All neonatal rules that in theory can bypass the tracheostomy rule ares listed in the technical changes (withou changes).
#2 Updated by Kristiina Kahur 3 months ago
Finnish National DRG-Centre 2019-3-8
There is no such newborns’ cases with tracheostomy (GBB00) and procedure with procpr 15S03 Minor neonatal procedure in Finnish data.
In total, there is 13 cases with GBB00 at age <365 days. Five grouping to DRG 483, three to 482, one to DRG 470U (error DRG) and four to other MDC 15 DRGs (385A, 386N, 387N and 389A).
No economic analyses can be provided.
#3 Updated by Ralph Dahlgren 3 months ago
2019-03-10 Ralph Dahlgren
When grouping the Norwegian suggested diagnosis and procedure codes with the Swedish NordDRG grouper for 2019 we got the following result:
Age of patient 0 - 7 days
DRG: Q55N Nyfödd, födelsevikt 2500 g eller mer, med annat signifikant problem, is equal to DRG 390 Neonate, birthweight 2500 g or more, with other significant problem
SP712 is the reason why we get grouped to DRG Q55N
Age of patient 8 days or more
DRG: W01E Trakeostomi ej pga öron-, näs- och halssjukdom, ej komplicerat is equal to DRG 483 Tracheostomy except for face, mouth & neck diagnoses
GBB00 is the reason why we get grouped to DRG W01E
After that we have made a search in PAR (Our Patien Registre). The search has been done with a fixed main diagnos Z380 Ett barn fött på sjukhus (A child born i Hospital). Then the secondary diagnosis can be anything but P285 Frånvaro av andning hos nyfödd (Lack of breading in newborn) must be one of them. nomatter how many more there are. This means that it can be many more secondary diagnosis.
Both the codes mentioned above has to be in the cases but there may be more.
So in our data to be counted as hits, they must have main diagnos Z380 and also among secondary diagnoses have P285.
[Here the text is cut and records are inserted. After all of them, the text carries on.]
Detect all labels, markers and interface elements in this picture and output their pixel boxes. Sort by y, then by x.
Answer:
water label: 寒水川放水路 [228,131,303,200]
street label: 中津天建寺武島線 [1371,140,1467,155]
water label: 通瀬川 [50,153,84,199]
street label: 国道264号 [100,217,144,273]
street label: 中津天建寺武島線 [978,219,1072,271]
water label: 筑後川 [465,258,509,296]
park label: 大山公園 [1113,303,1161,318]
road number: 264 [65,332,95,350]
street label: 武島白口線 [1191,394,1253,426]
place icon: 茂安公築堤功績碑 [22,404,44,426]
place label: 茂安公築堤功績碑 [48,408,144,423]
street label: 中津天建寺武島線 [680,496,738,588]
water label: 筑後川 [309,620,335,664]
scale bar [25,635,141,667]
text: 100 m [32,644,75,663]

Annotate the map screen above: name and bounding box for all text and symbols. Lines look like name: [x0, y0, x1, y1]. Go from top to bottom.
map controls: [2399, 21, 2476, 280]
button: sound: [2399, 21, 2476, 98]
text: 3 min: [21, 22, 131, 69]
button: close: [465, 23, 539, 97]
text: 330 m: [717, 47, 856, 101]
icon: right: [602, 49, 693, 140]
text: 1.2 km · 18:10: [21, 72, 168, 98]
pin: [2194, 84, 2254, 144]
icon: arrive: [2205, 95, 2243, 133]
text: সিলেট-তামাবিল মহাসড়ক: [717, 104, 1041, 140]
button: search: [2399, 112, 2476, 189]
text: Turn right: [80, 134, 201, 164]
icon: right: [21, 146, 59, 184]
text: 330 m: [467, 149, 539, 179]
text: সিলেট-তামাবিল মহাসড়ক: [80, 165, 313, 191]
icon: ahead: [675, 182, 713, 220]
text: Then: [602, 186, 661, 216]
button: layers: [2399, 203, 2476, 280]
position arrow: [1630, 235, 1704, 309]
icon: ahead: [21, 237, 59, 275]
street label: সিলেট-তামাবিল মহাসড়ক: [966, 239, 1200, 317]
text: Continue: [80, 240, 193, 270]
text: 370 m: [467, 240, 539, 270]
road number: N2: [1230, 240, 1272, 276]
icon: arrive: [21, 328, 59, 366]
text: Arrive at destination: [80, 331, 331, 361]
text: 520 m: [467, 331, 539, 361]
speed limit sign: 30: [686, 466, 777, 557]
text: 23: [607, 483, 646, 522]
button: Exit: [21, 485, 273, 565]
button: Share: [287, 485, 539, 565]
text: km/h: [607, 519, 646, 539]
Two procedure codes has to be also present, se below:
GBB00 Trakeostomi (Tracheostomy)
PHX15 Innlegging av sentralvenøst kateter via v. This code Sweden does not have. So I picked another procedure code that is also mapped to NCSP+ code PHXA31. This is SP712 Implantation av vaskulär injektionsport via vena jugularis interna (Implantation of vascular injection port by the internal jugular vein). It has the required grouping properties.
These two procedure codes must be present, but there may be more.
We have no combinations that machted the above mentioned requirements.
The reason for this is that in Sweden the child that has been born and are so sick that it requires a GBB00 tracheostomy and SP712 will not have Z380 Ett barn fött på sjukhus (A child born i Hospital) as main diagnos.
This is a very sick child and in Sweden it would get a ICD-10 code starting with ’P’.
So I used as main diagnos P284 Absence of breathing in newborn, GBB00 Tracheostomy, SP712 Implantation of vascular injection port by the internal jugular vein and grouped that.
The result is as below:
If the child is 0-7 days old it will be grouped to DRG Q55N Newborn, birth weight 2500 g or more, with another significant problem
If the child is 8 days or older it will be grouped to DRG W01E Tracheostomy not because of ear, nose and throat disease, not complicated.
The result is the same as above.
This has to be discussed and decided if any futher investigation/changes should be done.
#4 Updated by Martti Virtanen 3 months ago
- File Technical changes case #640.xlsx added
2019-03-11 Expert group (Stockholm)
Expert group decided that the interventions for tracheotsomy
GBSB02 Tracheostomy with dilatation
GBSB03 Percutaneous tracheostomy
must be regarded as neonatal intensive care interventions (15S02)
Cases with these interventions during the neonatal period will be assigned to neonatal DRG's (388-390/Q05Q55) and those for healthy newborn to DRG 470/Z78 subgroups.
A small error for DRG 483X is corrected (marked green in technical changes).